Hi Hans,
On Sun, 2025-04-13 at 22:56 +0200, Hans Hagen wrote:
> \directlua {
> local n = \fontid\font
> local f = font.getfont(n)
> local c = f.characters[65]
> if c then
> local u = c.tounicode
> c.tounicode = "0042"
> font.addcharacters(n, { characters = { [65] = c } })
> f = font.getfont(n)
> c = f.characters[65]
> print(u,c.tounicode)
> end
> }
>
> \def\luaglyphtounicode#1#2%
> {\directlua {
> local n = \fontid\font
> local c = font.getfont(n).characters[\number#1]
> if c then
> c.tounicode = "#2"
> font.addcharacters(n, { characters = { [\number#1] = c } })
> end
> }}
>
> % This needs to be done before the font is used!
>
> \luaglyphtounicode{66}{0043}
>
> AB % BC
>
> \bye
This code doesn't seem to work for me; when running "pdftotext" I get
"AB", not "BC". I get the same results with both the LuaTeX in TL25 and
with a self-built version from the latest sources at
gitlab.lisn.upsaclay.fr/texlive/luatex.
Actually, I can't get "tounicode" to work with TFM fonts at all.
Compiling this file with Plain LuaTeX
\catcode`\%=12
\directlua{
pdf.setgentounicode(1)
local function define_font(name, filename)
local basename, extension = filename:match("^(.+)%.(.*)$")
local filetype = ({
otf = "opentype fonts",
pfb = "type1 fonts",
tfm = "tfm",
ttf = "truetype fonts",
})[extension]
local fonttype = ({
otf = "opentype",
pfb = "type1",
tfm = nil,
ttf = "truetype",
})[extension]
local font_name
if extension == "tfm" then
font_name = basename
else
font_name = name
end
local encodingbytes
if extension == "pfb" then
encodingbytes = 2
else
encodingbytes = nil
end
local path = kpse.find_file(filename, filetype)
chars = {}
for i = 0x0, 0xFF do
chars[i] = {
index = i,
width = tex.sp("1em"),
height = tex.sp("1em"),
depth = 0,
tounicode = { utf8.codepoint("it works!", 1, -1) },
}
end
local id = font.define {
name = font_name,
filename = path,
type = "real",
format = fonttype,
characters = chars,
tounicode = 1,
encodingbytes = encodingbytes,
}
token.set_char(name, id)
end
define_font("otf", "texgyrechorus-mediumitalic.otf")
define_font("ttf", "NotoSans-Black.ttf")
define_font("tfm", "ClearSans-Medium-tlf-ot1.tfm")

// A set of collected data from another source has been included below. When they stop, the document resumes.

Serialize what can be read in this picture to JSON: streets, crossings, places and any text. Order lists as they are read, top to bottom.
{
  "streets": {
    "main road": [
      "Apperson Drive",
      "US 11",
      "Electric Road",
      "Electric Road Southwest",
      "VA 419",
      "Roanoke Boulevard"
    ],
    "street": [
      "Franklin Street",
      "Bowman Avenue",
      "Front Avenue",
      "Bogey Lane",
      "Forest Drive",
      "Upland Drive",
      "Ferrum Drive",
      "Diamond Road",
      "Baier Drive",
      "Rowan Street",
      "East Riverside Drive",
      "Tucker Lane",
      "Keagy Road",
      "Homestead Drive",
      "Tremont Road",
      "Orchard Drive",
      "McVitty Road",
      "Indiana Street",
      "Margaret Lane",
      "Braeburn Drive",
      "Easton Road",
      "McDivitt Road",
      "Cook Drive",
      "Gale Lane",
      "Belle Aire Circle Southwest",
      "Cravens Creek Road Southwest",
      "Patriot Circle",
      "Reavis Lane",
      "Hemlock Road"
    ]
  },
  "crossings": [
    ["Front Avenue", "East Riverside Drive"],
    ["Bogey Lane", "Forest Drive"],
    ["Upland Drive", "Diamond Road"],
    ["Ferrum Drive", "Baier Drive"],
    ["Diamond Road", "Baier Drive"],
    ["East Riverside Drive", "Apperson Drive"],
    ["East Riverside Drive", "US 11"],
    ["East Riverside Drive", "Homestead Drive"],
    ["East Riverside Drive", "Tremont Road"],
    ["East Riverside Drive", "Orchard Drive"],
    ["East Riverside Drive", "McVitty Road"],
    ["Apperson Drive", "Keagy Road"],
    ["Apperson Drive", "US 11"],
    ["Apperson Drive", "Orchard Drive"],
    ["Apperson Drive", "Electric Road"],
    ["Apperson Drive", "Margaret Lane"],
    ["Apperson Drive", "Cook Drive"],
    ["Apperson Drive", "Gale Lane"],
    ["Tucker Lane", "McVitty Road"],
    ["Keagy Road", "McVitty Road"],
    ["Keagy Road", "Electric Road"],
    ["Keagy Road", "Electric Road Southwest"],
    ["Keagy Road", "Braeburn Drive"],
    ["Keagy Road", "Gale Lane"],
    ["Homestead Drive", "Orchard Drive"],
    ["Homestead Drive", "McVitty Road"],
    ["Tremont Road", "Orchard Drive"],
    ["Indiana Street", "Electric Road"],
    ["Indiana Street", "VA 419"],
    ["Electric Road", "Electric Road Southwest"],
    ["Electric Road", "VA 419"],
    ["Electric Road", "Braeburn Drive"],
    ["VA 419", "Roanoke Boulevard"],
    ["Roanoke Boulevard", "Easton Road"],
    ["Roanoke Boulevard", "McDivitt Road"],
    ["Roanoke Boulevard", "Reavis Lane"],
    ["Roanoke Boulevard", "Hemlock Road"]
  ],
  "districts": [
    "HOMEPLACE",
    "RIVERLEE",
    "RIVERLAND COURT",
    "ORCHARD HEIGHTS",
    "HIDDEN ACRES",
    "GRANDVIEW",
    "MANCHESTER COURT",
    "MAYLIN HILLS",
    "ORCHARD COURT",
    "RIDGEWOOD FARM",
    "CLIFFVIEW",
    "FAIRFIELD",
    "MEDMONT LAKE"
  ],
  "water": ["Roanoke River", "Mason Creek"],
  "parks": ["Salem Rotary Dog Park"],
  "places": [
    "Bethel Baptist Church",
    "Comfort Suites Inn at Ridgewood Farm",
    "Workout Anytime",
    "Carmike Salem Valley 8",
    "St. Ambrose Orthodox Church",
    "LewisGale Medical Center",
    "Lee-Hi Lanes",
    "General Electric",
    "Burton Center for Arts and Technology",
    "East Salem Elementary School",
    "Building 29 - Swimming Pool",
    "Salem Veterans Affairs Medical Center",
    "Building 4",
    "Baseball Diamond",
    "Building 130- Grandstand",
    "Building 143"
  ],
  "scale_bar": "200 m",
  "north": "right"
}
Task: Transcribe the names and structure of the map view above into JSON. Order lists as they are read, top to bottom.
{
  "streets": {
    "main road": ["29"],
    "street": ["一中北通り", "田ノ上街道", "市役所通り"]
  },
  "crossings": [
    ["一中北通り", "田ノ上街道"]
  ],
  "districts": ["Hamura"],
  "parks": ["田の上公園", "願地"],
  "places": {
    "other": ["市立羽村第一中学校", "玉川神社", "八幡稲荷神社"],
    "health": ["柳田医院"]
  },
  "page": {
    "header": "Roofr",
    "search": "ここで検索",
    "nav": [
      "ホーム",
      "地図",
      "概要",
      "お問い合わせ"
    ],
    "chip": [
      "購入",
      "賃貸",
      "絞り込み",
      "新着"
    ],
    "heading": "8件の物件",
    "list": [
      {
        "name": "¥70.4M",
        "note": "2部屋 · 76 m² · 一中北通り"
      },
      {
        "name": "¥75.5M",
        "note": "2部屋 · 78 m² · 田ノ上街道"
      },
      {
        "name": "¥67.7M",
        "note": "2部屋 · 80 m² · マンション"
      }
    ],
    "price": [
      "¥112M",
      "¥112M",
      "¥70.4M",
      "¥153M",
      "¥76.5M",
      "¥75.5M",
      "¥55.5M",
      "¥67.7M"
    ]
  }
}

define_font("typeone", "pcrro8a.pfb")
}
\nopagenumbers
Initial: {a \par}
OpenType: {\setfontid\otf a \par}
TrueType: {\setfontid\ttf a \par}
TeX Font Metrics: {\setfontid\tfm a \par}
Type 1: {\setfontid\typeone a \par}
\bye
gives the following output with "pdftotext":
Initial: a
OpenType: it works!
TrueType: it works!
TeX Font Metrics: a
Type 1: it works!
Or if you prefer a ConTeXt example, this file
% engine=luatex
\start
\definedfont[file:ClearSans-Medium-tlf-ot1.tfm]
\startluacode
pdf.setgentounicode(1)
local current = font.fonts[font.current()]
current.name = "ClearSans-Medium-tlf-ot1"
current.tounicode = 1
for _, char in pairs(current.characters) do
char.tounicode = { utf8.codepoint("it works!", 1, -1) }
end
local id = font.define(current)
token.set_char("tfm", id, "global")
\stopluacode
\stop
\setuppagenumbering[state=stop]
\starttext
x{\setfontid\tfm a \par}
\stoptext
gives the following output with "pdftotext":
xa
Thanks,
-- Max